I might be dooing it wrong but i rearanged it to
y = 0.5sin(x - x/4) -5

is this correct?
in any case, what would be the period and x translation?
are you sure you didn't mean this equation ...

$\displaystyle \displaystyle y = 0.5\sin\left(\frac{x}{4} - \frac{\pi}{16}\right) - 5$

???

4. Originally Posted by Plzhelp
y = 0.5sin(x/4 - x/16) -5

I might be dooing it wrong but i rearanged it to
y = 0.5sin(x - x/4) -5

is this correct?
in any case, what would be the period and x translation?
$\displaystyle y = A\sin(Bx+C) + D$

A is the amplitude - this is how "high" the graph will go relative to$\displaystyle \pm 1$. For example if A = 2 the extrema will be $\displaystyle \pm 2$

B affects the period of the graph. For $\displaystyle B>1$ the graph will have a shorter period and for $\displaystyle B<1$ a longer period. On a graph this means that the wave will be more or less "squashed" on the x axis respectively.

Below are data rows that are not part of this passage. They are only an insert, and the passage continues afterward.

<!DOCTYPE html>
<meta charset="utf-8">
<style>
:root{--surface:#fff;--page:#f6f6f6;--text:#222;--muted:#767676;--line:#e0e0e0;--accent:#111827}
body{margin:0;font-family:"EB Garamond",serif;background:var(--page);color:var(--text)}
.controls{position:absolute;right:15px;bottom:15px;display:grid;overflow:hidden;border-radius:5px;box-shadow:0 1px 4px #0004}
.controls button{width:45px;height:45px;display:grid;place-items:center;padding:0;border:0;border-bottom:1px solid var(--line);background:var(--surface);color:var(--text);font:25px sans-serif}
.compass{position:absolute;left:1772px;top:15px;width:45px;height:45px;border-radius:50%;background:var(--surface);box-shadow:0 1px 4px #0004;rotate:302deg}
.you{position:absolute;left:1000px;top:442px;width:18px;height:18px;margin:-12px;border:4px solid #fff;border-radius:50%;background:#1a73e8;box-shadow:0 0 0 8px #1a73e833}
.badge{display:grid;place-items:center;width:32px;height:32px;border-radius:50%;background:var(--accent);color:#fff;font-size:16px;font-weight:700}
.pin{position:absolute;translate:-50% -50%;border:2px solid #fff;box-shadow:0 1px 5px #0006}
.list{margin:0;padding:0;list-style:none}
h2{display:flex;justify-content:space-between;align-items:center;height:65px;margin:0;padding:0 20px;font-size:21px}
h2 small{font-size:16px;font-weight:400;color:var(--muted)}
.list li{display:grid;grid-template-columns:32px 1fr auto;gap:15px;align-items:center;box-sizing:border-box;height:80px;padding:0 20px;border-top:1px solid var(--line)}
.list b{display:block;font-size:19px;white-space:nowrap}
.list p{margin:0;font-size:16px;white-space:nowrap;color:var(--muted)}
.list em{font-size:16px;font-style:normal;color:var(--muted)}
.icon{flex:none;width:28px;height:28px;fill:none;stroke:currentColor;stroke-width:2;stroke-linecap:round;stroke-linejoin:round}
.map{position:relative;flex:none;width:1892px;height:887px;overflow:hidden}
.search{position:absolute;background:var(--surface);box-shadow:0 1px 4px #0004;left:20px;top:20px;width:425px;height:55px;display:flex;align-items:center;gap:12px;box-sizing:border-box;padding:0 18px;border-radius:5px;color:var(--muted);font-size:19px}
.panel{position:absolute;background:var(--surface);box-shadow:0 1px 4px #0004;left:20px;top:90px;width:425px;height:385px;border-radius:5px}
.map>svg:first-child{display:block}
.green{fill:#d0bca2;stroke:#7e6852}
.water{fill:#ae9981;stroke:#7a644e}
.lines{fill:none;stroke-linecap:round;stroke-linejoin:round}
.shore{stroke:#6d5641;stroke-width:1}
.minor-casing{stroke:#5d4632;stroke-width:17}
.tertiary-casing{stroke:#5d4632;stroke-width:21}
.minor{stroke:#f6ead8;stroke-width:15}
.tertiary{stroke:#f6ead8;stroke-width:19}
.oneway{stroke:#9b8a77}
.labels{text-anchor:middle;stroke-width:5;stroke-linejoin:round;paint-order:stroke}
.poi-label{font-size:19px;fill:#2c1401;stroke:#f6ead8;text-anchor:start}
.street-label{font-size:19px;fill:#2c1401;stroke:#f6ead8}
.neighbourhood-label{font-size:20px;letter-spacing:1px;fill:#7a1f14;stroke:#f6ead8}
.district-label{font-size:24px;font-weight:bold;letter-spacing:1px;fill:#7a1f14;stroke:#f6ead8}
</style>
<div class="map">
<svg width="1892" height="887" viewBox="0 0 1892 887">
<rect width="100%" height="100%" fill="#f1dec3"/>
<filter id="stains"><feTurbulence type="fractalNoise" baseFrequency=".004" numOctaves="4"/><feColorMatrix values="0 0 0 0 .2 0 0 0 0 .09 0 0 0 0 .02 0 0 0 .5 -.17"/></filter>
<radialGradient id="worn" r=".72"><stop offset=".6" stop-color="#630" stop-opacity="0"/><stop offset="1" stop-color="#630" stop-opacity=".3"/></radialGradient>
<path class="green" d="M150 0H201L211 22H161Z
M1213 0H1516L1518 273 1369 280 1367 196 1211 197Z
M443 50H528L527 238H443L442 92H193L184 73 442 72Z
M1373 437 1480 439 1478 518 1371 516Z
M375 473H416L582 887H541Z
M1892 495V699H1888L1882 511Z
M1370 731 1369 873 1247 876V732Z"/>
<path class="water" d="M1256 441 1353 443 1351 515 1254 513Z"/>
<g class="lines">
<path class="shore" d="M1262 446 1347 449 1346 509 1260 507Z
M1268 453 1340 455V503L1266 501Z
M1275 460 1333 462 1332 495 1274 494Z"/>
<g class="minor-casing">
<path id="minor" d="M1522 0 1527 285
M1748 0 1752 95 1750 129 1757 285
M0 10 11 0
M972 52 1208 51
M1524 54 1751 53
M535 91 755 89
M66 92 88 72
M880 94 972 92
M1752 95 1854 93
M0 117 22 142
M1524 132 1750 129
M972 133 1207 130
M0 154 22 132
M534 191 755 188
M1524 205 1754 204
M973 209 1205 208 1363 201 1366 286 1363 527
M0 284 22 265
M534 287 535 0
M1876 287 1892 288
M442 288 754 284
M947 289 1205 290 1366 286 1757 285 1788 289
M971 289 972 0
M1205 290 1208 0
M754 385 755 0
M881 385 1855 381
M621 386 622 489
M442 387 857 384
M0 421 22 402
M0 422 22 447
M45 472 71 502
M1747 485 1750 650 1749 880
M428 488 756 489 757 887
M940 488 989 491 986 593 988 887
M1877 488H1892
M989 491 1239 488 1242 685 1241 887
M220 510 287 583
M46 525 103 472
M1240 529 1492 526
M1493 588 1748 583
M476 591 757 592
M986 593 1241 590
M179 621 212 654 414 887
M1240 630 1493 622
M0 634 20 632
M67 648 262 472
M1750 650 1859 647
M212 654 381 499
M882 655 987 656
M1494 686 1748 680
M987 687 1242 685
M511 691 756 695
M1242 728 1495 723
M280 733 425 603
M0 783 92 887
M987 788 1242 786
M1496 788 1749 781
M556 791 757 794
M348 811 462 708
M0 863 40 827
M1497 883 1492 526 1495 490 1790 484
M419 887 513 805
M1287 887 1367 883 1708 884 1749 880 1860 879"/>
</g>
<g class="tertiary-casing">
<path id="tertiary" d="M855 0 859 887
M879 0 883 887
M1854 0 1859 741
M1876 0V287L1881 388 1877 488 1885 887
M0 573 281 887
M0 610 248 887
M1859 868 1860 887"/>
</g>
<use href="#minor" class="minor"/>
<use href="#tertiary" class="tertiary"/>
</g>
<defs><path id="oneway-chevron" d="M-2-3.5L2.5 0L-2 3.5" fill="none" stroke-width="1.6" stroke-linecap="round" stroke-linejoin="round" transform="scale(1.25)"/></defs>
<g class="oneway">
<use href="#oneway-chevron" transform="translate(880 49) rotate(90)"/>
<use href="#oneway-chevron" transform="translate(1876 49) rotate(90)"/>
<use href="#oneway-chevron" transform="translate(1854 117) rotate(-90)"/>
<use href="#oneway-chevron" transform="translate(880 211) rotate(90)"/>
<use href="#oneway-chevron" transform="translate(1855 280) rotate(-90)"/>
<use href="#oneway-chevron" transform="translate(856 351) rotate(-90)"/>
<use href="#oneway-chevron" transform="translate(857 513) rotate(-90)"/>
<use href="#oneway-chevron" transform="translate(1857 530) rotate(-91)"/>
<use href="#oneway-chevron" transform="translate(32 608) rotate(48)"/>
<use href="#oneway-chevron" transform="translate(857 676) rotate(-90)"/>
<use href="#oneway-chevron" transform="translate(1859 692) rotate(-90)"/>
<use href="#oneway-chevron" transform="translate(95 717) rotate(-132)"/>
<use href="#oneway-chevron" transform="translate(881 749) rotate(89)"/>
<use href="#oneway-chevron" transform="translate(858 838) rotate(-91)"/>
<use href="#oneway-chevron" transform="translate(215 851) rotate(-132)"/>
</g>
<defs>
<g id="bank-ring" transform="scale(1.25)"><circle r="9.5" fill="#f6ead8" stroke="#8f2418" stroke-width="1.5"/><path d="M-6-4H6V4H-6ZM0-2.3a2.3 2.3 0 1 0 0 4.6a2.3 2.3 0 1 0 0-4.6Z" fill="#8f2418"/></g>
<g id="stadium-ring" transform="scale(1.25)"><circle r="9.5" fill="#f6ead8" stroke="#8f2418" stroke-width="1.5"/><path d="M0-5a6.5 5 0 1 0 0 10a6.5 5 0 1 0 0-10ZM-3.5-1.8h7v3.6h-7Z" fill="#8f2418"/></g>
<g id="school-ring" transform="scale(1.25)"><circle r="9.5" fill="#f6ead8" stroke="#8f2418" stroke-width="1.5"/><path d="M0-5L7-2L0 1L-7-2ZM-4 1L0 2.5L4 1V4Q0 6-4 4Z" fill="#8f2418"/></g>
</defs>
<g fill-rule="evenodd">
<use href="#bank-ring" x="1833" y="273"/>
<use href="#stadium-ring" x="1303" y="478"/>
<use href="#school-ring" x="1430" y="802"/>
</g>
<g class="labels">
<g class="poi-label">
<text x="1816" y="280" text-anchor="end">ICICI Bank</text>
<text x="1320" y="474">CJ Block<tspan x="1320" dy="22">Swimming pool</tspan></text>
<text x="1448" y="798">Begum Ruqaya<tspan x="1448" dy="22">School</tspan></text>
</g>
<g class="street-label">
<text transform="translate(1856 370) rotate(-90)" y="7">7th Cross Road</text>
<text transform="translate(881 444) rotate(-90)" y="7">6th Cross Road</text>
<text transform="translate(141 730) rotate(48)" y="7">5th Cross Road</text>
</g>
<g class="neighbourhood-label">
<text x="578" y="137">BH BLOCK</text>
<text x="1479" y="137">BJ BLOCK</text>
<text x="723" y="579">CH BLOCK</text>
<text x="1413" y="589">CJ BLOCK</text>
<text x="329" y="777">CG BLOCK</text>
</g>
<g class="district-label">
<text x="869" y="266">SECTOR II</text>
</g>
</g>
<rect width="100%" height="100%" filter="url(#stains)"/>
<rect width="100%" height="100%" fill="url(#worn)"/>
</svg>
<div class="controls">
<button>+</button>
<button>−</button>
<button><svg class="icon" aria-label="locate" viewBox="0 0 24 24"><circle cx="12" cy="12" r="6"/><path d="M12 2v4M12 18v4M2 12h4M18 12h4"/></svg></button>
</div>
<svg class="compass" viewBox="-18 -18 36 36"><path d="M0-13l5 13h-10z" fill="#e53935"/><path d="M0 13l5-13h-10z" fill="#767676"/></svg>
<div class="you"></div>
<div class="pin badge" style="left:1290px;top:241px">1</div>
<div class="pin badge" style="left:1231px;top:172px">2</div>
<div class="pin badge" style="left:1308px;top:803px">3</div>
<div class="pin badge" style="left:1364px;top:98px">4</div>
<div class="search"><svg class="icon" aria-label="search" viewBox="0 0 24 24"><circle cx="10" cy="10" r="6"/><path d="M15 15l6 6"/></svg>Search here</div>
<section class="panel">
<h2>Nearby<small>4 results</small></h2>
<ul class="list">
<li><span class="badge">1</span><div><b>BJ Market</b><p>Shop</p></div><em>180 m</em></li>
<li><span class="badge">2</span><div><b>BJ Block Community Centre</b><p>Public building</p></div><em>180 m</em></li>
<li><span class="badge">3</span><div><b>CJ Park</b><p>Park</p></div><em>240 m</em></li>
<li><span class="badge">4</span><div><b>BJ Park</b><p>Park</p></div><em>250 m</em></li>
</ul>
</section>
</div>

C is the phase difference which determines the shift on the x axis of the graph. The shape doesn't change, just it's positions and intercepts. For $\displaystyle C>0$ the graph will move to the left and for $\displaystyle C<0$ to the right. $\displaystyle C=0$ is no change obviously enough

D is the y-shift. In other words how much the whole graph is shifted either up or down the y axis.

In your case you have

• $\displaystyle A = 0.5$
• $\displaystyle B = 13/16$
• $\displaystyle C = 0$
• $\displaystyle D = -5$

I have plotted the graphs of $\displaystyle y = 0.5\sin(13x/16)$ in orange, $\displaystyle y = \sin(13x/16)$ in green and $\displaystyle y = \sin(x)$ in blue for comparison purposes

$\displaystyle y = 0.5\sin(13x/16) - 5$ is on a separate attachment

5. @ skeeter, yes thats what i meant to write.

ok thanks for the help e^, I get all of this I just don't know how to get the B from (x/4 - pi/16)

nvm this is easy, thx for the fast response!